» **ACTIVITY**:
The lines to return are those below that contain the word "list".

SUPPLIED DATA START

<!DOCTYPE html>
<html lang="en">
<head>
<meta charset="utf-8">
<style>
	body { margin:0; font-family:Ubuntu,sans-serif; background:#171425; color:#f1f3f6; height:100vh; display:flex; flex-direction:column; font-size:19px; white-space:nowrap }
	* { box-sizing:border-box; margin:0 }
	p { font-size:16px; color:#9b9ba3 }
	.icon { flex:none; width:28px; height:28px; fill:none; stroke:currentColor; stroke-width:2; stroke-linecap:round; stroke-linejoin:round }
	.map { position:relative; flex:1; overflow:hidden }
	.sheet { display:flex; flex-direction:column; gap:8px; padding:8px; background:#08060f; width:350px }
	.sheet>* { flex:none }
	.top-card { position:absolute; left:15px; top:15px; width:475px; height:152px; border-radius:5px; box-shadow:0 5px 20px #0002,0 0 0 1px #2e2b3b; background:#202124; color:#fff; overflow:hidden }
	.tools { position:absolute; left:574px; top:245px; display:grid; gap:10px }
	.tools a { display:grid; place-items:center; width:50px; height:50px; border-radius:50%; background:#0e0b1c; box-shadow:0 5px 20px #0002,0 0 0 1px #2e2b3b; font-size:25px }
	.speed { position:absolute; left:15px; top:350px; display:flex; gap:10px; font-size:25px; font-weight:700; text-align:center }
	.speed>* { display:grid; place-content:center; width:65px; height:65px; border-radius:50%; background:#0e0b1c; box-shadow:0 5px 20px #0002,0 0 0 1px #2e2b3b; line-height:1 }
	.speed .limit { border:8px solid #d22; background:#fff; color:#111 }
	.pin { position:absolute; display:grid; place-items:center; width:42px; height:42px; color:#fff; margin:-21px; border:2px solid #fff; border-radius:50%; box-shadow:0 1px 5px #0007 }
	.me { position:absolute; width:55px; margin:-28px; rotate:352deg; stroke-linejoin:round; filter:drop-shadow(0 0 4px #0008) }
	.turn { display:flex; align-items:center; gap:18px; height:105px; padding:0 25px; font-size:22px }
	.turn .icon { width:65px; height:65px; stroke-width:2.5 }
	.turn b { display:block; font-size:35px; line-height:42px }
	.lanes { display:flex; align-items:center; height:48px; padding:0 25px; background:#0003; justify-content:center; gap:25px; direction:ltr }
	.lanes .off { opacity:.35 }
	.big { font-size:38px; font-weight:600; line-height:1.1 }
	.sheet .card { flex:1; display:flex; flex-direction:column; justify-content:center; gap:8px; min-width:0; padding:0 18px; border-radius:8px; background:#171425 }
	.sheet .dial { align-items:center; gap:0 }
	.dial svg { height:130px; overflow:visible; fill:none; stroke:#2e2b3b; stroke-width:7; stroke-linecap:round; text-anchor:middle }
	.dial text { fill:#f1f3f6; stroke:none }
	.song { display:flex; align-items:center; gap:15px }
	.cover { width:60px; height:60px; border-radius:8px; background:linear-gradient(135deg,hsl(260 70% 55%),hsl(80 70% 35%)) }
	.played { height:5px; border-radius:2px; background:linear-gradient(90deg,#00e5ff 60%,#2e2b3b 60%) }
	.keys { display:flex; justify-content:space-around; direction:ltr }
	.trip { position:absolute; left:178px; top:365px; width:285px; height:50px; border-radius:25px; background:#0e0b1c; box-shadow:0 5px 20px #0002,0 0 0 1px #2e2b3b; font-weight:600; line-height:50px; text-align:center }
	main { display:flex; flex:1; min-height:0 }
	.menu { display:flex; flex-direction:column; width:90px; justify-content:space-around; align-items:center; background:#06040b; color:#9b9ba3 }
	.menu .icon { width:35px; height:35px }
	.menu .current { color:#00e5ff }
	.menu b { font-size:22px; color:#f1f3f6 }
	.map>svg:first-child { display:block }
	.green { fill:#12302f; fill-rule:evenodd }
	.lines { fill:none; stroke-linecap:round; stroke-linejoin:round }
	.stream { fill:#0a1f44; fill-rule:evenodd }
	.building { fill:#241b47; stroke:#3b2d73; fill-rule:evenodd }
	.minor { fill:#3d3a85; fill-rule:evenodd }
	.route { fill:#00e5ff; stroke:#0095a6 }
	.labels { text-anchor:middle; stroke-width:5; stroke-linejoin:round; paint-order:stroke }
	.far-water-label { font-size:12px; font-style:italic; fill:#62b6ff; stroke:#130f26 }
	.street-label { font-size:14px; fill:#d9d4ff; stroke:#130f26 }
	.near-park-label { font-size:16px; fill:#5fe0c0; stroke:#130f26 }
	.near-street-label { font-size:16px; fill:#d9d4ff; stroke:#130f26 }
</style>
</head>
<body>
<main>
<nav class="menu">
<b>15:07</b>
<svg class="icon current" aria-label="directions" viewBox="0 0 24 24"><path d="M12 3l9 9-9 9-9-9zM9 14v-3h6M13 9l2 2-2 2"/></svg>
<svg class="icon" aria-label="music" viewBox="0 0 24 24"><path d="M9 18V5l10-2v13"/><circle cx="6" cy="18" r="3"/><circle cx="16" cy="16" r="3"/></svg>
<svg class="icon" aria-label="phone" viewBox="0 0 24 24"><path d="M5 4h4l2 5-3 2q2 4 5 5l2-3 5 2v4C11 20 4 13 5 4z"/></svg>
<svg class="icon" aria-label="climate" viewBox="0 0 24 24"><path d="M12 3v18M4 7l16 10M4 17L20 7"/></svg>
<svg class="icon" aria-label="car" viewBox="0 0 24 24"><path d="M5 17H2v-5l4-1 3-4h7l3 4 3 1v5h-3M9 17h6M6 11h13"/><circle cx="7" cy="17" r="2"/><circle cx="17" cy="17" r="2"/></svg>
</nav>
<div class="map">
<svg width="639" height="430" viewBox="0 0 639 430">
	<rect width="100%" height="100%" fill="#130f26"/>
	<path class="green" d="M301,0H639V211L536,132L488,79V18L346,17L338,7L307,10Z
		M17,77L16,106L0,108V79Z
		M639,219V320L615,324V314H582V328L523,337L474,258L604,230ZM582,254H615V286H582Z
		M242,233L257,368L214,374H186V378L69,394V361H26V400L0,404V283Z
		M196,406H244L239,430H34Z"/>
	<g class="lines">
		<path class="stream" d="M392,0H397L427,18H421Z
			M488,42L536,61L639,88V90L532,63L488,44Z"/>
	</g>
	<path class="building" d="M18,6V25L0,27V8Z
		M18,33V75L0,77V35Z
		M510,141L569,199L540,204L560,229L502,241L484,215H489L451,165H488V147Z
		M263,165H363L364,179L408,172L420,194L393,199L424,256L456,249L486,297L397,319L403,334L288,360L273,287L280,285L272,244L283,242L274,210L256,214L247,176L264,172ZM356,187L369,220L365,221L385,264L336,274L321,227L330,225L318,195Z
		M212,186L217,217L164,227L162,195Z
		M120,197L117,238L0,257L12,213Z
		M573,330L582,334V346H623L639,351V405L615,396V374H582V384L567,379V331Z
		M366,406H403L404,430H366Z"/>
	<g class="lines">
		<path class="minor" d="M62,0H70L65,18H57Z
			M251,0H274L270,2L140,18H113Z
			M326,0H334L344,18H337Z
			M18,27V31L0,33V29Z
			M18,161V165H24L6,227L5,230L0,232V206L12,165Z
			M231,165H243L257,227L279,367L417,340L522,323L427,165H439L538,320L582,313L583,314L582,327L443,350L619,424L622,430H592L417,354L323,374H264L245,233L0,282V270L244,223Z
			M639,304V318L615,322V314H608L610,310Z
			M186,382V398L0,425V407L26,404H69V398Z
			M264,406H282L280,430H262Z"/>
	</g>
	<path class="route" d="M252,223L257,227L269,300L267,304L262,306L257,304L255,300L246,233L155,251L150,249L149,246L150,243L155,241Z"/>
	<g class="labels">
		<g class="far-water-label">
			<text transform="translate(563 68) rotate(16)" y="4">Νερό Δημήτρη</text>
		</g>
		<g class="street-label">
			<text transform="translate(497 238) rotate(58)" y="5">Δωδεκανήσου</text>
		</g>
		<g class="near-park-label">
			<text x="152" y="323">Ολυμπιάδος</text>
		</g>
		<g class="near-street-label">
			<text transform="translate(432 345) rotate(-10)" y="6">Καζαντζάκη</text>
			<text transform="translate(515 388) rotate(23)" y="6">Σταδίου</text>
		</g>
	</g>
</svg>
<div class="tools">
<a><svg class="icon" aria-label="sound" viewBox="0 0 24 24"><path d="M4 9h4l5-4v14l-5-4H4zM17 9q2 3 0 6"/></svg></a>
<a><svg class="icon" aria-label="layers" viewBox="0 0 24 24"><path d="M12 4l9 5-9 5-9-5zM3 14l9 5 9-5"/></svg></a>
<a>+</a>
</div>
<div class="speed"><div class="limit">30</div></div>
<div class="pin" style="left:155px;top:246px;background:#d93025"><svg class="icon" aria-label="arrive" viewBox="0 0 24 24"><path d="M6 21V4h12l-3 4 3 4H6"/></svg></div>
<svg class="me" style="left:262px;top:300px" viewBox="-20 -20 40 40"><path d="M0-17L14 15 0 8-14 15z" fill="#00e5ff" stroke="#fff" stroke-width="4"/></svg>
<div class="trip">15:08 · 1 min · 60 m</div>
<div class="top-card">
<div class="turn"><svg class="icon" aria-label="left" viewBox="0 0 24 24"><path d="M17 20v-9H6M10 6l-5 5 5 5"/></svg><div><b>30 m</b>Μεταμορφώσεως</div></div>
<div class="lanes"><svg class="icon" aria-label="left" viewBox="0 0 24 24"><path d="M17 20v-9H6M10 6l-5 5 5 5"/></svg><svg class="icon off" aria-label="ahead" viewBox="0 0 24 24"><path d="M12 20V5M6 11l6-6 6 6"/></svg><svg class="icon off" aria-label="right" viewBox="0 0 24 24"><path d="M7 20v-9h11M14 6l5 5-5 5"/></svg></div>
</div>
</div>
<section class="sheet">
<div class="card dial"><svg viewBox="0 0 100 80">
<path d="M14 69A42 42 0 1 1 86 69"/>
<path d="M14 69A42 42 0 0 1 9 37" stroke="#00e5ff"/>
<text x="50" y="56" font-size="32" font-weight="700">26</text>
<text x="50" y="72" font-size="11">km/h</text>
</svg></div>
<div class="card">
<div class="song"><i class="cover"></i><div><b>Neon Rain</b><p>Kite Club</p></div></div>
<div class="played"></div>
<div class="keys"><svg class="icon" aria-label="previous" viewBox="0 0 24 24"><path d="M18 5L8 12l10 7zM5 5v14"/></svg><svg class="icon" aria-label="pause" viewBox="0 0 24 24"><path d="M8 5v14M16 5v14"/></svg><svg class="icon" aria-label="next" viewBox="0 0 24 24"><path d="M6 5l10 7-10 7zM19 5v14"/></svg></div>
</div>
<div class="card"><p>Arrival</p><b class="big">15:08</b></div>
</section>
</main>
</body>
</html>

SUPPLIED DATA END
SUPPLIED DATA START

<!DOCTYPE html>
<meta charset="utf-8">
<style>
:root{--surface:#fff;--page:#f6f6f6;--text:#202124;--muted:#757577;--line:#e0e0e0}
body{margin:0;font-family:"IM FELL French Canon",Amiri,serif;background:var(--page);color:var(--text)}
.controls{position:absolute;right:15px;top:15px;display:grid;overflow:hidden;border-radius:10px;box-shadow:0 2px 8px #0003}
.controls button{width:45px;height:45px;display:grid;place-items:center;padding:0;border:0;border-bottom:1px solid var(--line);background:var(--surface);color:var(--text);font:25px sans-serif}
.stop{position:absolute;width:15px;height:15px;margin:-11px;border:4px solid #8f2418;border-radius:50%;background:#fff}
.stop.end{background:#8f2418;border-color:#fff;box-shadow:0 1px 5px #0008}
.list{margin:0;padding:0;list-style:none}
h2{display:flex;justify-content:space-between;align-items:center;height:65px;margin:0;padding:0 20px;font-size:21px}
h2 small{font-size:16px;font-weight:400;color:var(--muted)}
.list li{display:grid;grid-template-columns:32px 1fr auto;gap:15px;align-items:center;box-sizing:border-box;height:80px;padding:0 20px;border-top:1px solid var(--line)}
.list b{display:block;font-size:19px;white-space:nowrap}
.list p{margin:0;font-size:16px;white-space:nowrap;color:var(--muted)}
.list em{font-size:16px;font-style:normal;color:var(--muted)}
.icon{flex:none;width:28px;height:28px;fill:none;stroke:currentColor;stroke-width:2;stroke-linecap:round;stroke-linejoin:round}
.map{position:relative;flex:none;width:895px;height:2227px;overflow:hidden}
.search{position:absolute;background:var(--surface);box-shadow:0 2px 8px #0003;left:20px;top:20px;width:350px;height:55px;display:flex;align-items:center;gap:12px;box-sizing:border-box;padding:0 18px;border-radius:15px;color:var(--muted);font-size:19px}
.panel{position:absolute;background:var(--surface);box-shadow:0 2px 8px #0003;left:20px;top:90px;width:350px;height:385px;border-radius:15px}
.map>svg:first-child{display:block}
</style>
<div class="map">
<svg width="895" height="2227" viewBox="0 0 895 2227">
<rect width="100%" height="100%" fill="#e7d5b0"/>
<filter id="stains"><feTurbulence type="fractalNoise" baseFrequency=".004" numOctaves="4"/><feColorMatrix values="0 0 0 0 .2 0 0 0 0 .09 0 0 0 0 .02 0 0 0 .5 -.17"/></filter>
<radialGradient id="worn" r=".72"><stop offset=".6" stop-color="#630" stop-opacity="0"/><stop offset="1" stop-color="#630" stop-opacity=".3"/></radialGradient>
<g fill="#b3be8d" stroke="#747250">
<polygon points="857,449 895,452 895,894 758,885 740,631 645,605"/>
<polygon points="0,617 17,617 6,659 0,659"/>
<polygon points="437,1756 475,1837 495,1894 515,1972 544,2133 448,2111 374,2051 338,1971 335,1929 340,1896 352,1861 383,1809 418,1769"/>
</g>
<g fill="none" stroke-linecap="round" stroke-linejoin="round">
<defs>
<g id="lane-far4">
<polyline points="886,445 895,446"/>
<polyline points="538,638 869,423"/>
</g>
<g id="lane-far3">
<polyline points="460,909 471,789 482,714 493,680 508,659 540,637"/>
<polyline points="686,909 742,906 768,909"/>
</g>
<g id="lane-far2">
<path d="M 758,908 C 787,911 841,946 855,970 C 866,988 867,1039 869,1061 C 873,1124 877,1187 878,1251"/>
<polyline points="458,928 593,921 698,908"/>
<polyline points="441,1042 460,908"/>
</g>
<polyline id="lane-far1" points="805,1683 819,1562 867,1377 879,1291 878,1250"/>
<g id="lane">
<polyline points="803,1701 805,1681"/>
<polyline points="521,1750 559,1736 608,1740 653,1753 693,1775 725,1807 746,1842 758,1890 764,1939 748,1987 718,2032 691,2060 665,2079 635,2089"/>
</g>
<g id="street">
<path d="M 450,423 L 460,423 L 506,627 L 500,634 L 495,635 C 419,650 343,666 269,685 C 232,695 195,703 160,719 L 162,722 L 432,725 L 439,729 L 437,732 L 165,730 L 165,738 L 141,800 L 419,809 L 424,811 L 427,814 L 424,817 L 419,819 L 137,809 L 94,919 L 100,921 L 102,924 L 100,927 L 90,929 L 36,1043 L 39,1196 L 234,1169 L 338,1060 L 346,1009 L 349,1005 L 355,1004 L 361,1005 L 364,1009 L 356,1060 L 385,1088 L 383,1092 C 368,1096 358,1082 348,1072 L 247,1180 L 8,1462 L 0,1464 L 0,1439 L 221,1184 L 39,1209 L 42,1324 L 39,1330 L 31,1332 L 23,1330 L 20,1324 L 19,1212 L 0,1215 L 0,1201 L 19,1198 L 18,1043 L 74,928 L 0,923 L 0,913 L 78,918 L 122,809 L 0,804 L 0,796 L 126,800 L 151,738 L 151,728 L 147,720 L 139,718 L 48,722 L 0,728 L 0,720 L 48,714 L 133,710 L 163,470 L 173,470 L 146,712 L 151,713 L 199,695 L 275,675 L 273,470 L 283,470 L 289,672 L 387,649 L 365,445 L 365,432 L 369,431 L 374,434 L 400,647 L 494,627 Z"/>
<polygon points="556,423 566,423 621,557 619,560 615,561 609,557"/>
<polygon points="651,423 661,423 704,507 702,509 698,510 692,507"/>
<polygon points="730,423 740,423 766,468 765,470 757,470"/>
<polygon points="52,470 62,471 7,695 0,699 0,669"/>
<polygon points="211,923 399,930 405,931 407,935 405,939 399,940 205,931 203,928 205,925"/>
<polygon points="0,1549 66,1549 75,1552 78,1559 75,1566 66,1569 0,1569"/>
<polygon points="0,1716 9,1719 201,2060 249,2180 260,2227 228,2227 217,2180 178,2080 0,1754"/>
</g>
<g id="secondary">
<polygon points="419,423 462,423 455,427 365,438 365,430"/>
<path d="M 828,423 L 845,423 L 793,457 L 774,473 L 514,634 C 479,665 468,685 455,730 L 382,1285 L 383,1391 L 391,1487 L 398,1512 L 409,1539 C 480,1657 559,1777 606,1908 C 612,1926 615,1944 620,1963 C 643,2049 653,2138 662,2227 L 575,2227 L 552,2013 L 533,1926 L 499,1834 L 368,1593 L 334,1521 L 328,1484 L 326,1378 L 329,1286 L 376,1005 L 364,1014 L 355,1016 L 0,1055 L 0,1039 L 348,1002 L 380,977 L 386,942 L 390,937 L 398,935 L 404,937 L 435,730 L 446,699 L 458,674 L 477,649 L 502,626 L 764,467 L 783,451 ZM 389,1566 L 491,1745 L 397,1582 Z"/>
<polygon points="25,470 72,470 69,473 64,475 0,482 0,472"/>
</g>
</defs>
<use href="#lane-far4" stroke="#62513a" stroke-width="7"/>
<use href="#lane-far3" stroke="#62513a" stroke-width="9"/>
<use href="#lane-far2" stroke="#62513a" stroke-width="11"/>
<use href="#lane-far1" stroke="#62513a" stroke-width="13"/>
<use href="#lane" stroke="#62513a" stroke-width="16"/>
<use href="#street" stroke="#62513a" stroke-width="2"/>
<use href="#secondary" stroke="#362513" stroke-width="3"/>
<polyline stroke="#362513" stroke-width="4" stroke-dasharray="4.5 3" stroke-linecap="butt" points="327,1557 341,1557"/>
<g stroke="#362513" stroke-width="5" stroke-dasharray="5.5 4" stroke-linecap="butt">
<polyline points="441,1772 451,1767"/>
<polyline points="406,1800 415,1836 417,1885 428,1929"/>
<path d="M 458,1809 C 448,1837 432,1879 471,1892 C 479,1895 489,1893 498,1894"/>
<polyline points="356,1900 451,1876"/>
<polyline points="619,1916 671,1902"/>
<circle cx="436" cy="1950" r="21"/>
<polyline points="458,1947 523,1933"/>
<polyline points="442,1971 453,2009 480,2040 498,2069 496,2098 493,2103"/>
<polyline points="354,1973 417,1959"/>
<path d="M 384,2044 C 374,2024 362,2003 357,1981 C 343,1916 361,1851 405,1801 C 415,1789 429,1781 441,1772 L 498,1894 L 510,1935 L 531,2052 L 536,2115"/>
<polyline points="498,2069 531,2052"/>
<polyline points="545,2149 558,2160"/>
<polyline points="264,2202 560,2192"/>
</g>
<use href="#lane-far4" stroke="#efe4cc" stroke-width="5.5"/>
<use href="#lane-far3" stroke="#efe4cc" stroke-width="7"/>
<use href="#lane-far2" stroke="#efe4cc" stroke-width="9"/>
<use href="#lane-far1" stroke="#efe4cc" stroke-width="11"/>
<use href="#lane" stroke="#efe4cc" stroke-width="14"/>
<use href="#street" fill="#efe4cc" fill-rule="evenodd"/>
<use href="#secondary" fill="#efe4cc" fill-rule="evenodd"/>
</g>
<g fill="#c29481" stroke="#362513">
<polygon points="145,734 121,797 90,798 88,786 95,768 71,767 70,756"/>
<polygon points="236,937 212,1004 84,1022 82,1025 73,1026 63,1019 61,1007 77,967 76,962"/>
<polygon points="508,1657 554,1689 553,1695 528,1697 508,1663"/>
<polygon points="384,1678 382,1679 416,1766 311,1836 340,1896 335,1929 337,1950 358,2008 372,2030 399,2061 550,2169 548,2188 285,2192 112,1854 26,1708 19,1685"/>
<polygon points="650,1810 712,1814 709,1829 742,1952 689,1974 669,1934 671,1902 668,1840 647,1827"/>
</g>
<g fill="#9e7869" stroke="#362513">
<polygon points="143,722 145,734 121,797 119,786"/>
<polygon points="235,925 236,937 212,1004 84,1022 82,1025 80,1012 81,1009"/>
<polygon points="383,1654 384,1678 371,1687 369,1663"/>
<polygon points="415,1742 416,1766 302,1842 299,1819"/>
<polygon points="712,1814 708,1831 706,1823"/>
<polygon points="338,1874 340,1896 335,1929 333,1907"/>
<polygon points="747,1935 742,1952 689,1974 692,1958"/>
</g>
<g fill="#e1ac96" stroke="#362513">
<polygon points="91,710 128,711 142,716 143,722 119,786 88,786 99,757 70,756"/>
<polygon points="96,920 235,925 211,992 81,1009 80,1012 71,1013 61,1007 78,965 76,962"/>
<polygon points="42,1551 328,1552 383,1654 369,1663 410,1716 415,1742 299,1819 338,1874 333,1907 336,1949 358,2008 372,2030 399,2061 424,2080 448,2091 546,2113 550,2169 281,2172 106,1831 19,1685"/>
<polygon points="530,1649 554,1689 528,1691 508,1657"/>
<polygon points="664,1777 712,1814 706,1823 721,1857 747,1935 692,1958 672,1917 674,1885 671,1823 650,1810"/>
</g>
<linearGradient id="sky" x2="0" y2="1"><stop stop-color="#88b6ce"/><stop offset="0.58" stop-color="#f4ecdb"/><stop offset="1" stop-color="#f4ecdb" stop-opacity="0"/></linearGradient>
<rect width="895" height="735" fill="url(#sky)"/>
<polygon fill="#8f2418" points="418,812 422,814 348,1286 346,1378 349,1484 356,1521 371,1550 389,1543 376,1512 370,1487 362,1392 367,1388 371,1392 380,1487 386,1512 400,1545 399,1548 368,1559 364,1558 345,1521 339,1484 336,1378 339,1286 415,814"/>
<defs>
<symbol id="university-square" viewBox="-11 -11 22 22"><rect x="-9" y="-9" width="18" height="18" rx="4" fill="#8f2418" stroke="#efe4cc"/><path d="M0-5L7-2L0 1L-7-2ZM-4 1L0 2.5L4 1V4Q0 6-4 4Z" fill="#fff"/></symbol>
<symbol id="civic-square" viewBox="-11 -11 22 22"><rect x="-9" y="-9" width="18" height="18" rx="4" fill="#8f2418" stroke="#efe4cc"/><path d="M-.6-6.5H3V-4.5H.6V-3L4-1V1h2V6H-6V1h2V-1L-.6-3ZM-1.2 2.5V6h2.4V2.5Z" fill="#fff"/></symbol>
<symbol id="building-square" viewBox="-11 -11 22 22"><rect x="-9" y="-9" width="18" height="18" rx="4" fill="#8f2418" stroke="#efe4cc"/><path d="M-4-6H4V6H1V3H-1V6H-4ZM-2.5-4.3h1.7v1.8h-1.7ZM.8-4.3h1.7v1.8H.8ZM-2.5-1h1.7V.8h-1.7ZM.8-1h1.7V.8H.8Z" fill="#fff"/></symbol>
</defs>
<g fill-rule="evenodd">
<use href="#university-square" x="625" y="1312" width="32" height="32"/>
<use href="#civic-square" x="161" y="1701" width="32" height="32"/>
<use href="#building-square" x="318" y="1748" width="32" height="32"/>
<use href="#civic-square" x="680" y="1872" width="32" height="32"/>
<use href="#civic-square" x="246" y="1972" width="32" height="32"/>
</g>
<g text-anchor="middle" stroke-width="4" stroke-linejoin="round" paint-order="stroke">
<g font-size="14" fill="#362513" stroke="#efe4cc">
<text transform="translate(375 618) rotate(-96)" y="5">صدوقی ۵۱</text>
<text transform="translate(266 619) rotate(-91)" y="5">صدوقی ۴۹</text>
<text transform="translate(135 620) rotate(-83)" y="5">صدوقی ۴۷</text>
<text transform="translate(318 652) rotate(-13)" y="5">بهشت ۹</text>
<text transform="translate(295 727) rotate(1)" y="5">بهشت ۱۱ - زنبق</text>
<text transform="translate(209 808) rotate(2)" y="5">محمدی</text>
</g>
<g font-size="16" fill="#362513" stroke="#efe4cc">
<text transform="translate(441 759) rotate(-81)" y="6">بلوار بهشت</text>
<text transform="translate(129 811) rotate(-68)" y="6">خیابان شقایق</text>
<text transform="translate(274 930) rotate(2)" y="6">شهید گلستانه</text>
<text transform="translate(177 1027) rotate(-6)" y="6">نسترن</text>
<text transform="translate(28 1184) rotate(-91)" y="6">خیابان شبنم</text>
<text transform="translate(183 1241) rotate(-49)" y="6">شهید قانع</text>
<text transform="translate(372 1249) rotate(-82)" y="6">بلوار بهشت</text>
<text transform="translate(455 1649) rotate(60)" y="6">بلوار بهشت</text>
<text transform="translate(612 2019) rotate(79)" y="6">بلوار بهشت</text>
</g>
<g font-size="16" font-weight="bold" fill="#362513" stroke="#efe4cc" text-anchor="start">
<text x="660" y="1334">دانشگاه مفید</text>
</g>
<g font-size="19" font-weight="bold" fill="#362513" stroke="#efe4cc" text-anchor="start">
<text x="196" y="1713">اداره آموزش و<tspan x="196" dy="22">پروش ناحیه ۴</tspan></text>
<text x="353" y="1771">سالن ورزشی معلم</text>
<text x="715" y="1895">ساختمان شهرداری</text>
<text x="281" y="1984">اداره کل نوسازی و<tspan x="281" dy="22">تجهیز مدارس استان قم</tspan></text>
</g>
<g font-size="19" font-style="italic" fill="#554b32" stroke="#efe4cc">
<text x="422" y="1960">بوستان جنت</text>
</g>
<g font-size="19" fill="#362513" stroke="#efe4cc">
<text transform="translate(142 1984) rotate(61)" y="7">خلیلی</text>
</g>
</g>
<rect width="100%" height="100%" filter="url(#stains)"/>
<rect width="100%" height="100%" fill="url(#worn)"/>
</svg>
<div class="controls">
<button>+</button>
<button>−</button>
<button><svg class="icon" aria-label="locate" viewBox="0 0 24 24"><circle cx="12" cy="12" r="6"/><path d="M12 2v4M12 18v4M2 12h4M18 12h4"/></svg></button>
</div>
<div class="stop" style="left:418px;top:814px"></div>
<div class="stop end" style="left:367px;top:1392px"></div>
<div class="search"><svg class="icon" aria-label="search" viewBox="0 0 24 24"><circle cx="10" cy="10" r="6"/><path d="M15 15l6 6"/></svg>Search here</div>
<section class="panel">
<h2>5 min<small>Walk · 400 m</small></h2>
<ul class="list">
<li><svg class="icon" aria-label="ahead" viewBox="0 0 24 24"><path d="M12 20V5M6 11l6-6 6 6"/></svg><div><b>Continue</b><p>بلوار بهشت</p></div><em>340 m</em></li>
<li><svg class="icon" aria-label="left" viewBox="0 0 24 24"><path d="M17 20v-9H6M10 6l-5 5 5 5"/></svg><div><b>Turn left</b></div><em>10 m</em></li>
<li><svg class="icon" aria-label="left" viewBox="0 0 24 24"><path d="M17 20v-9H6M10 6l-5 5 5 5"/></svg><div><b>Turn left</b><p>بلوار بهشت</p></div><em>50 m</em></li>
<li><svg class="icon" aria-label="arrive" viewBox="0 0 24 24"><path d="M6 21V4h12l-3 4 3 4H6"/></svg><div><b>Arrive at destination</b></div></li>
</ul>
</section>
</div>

SUPPLIED DATA END

» **EXPECTED ANSWER**:
.list{margin:0;padding:0;list-style:none}
.list li{display:grid;grid-template-columns:32px 1fr auto;gap:15px;align-items:center;box-sizing:border-box;height:80px;padding:0 20px;border-top:1px solid var(--line)}
.list b{display:block;font-size:19px;white-space:nowrap}
.list p{margin:0;font-size:16px;white-space:nowrap;color:var(--muted)}
.list em{font-size:16px;font-style:normal;color:var(--muted)}
<ul class="list">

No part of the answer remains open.